*DIRECTIONS:* Repeat word for word the line with "Convert the picture" and every line after it until the records below run out.

[Saved data entries]
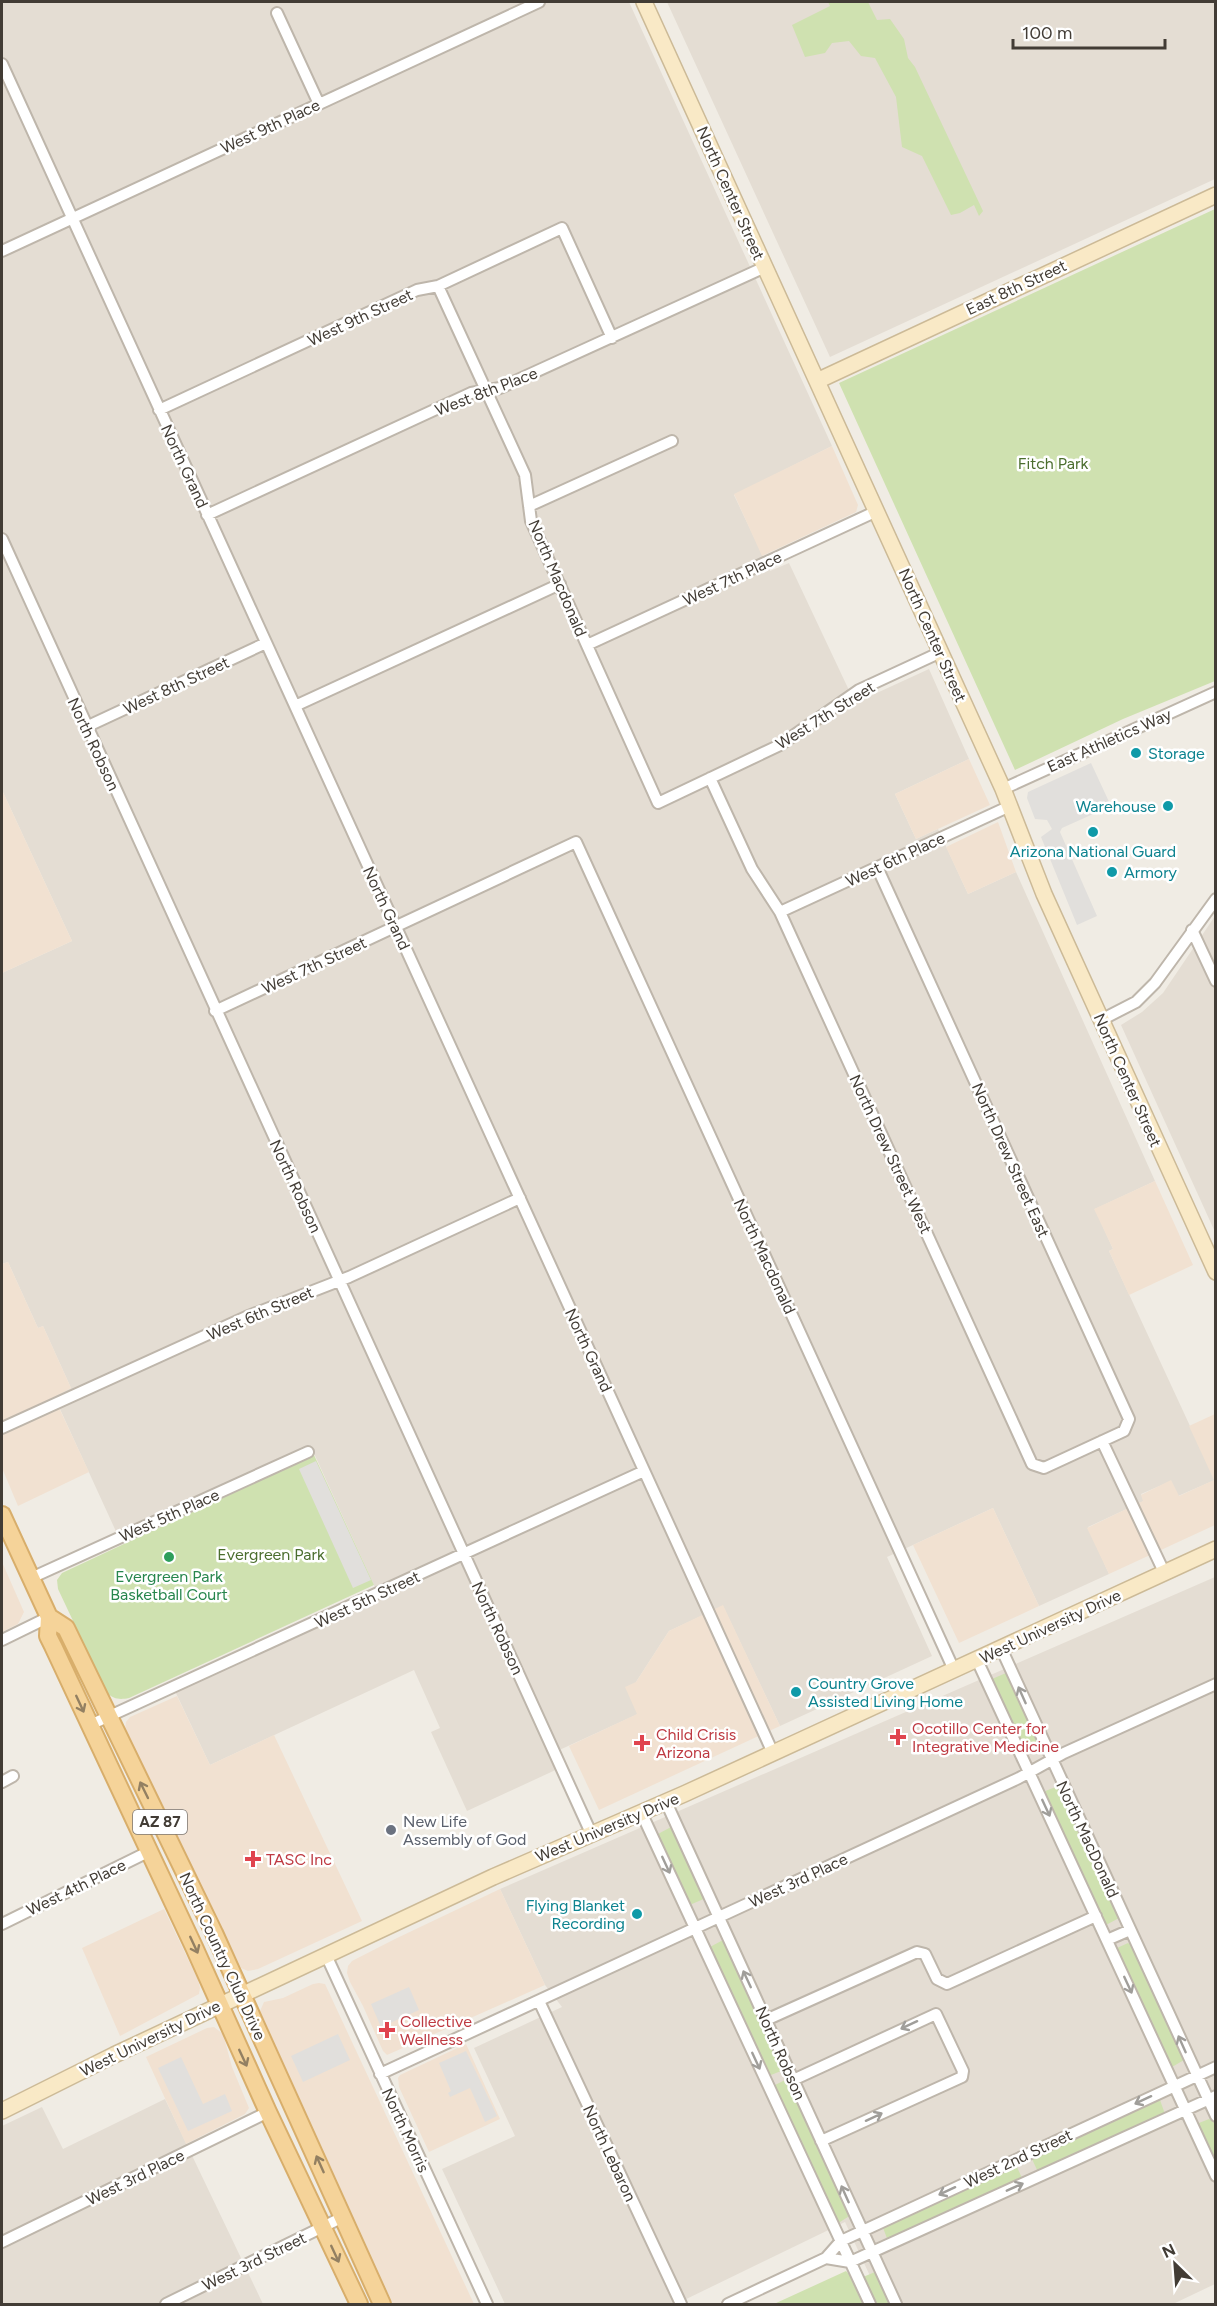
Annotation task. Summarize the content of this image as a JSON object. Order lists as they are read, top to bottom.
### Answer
{
  "streets": {
    "main road": ["AZ 87", "North Country Club Drive"],
    "street": [
      "West 9th Place",
      "North Center Street",
      "East 8th Street",
      "West 9th Street",
      "West 8th Place",
      "North Grand",
      "North Macdonald",
      "West 7th Place",
      "West 8th Street",
      "West 7th Street",
      "East Athletics Way",
      "North Robson",
      "West 6th Place",
      "North Drew Street West",
      "North Drew Street East",
      "West 6th Street",
      "West 5th Place",
      "West 5th Street",
      "West University Drive",
      "North MacDonald",
      "West 3rd Place",
      "West 4th Place",
      "North Morris",
      "North Lebaron",
      "West 2nd Street",
      "West 3rd Street"
    ]
  },
  "crossings": [
    ["West 9th Place", "North Grand"],
    ["North Center Street", "East 8th Street"],
    ["North Center Street", "West 8th Place"],
    ["North Center Street", "West 7th Place"],
    ["North Center Street", "West 7th Street"],
    ["North Center Street", "East Athletics Way"],
    ["North Center Street", "West 6th Place"],
    ["West 9th Street", "West 8th Place"],
    ["West 9th Street", "North Grand"],
    ["West 9th Street", "North Macdonald"],
    ["West 8th Place", "North Grand"],
    ["West 8th Place", "North Macdonald"],
    ["North Grand", "West 8th Street"],
    ["North Grand", "West 7th Street"],
    ["North Grand", "West 6th Street"],
    ["North Grand", "West 5th Street"],
    ["North Grand", "West University Drive"],
    ["North Macdonald", "West 7th Place"],
    ["North Macdonald", "West 7th Street"],
    ["North Macdonald", "West University Drive"],
    ["West 8th Street", "North Robson"],
    ["West 7th Street", "North Robson"],
    ["West 7th Street", "North Drew Street West"],
    ["North Robson", "West 6th Street"],
    ["North Robson", "West 5th Street"],
    ["North Robson", "West University Drive"],
    ["North Robson", "West 3rd Place"],
    ["North Robson", "West 2nd Street"],
    ["West 6th Place", "North Drew Street West"],
    ["West 6th Place", "North Drew Street East"],
    ["North Drew Street West", "North Drew Street East"],
    ["West 5th Place", "North Country Club Drive"],
    ["West 5th Street", "North Country Club Drive"],
    ["West University Drive", "North MacDonald"],
    ["West University Drive", "North Country Club Drive"],
    ["West University Drive", "North Morris"],
    ["North MacDonald", "West 3rd Place"],
    ["North MacDonald", "West 2nd Street"],
    ["West 3rd Place", "North Country Club Drive"],
    ["West 3rd Place", "North Morris"],
    ["West 3rd Place", "North Lebaron"],
    ["West 4th Place", "North Country Club Drive"],
    ["North Country Club Drive", "West 3rd Street"]
  ],
  "parks": ["Fitch Park", "Evergreen Park"],
  "places": {
    "other": [
      "Storage",
      "Warehouse",
      "Arizona National Guard",
      "Armory",
      "Evergreen Park Basketball Court",
      "Country Grove Assisted Living Home",
      "New Life Assembly of God",
      "Flying Blanket Recording"
    ],
    "health": [
      "Ocotillo Center for Integrative Medicine",
      "Child Crisis Arizona",
      "TASC Inc",
      "Collective Wellness"
    ]
  },
  "scale_bar": "100 m",
  "north": "top left"
}
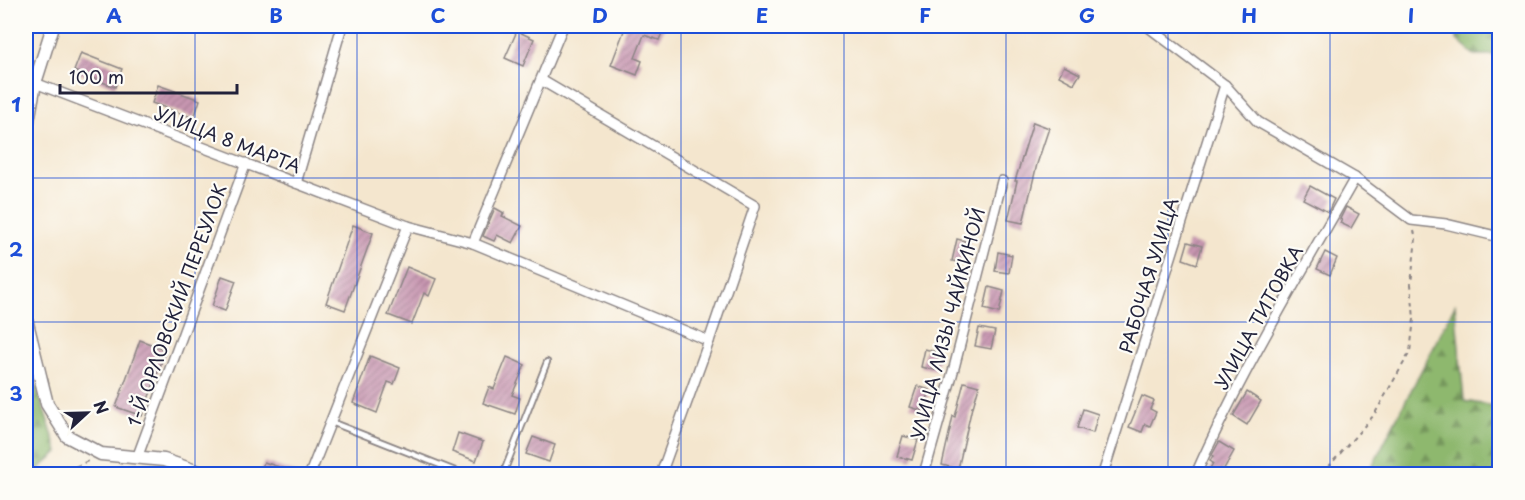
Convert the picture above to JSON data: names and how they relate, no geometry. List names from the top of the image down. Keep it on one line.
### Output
{"streets":{"street":["УЛИЦА 8 МАРТА","РАБОЧАЯ УЛИЦА","1-Й ОРЛОВСКИЙ ПЕРЕУЛОК","УЛИЦА ТИТОВКА","УЛИЦА ЛИЗЫ ЧАЙКИНОЙ"]},"crossings":[["УЛИЦА 8 МАРТА","1-Й ОРЛОВСКИЙ ПЕРЕУЛОК"]],"scale_bar":"100 m","north":"right","grid":{"columns":["A","B","C","D","E","F","G","H","I"],"rows":["1","2","3"]}}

*THE ANSWER:*
Convert the picture above to JSON data: names and how they relate, no geometry. List names from the top of the image down. Keep it on one line.
### Output
{"streets":{"street":["УЛИЦА 8 МАРТА","РАБОЧАЯ УЛИЦА","1-Й ОРЛОВСКИЙ ПЕРЕУЛОК","УЛИЦА ТИТОВКА","УЛИЦА ЛИЗЫ ЧАЙКИНОЙ"]},"crossings":[["УЛИЦА 8 МАРТА","1-Й ОРЛОВСКИЙ ПЕРЕУЛОК"]],"scale_bar":"100 m","north":"right","grid":{"columns":["A","B","C","D","E","F","G","H","I"],"rows":["1","2","3"]}}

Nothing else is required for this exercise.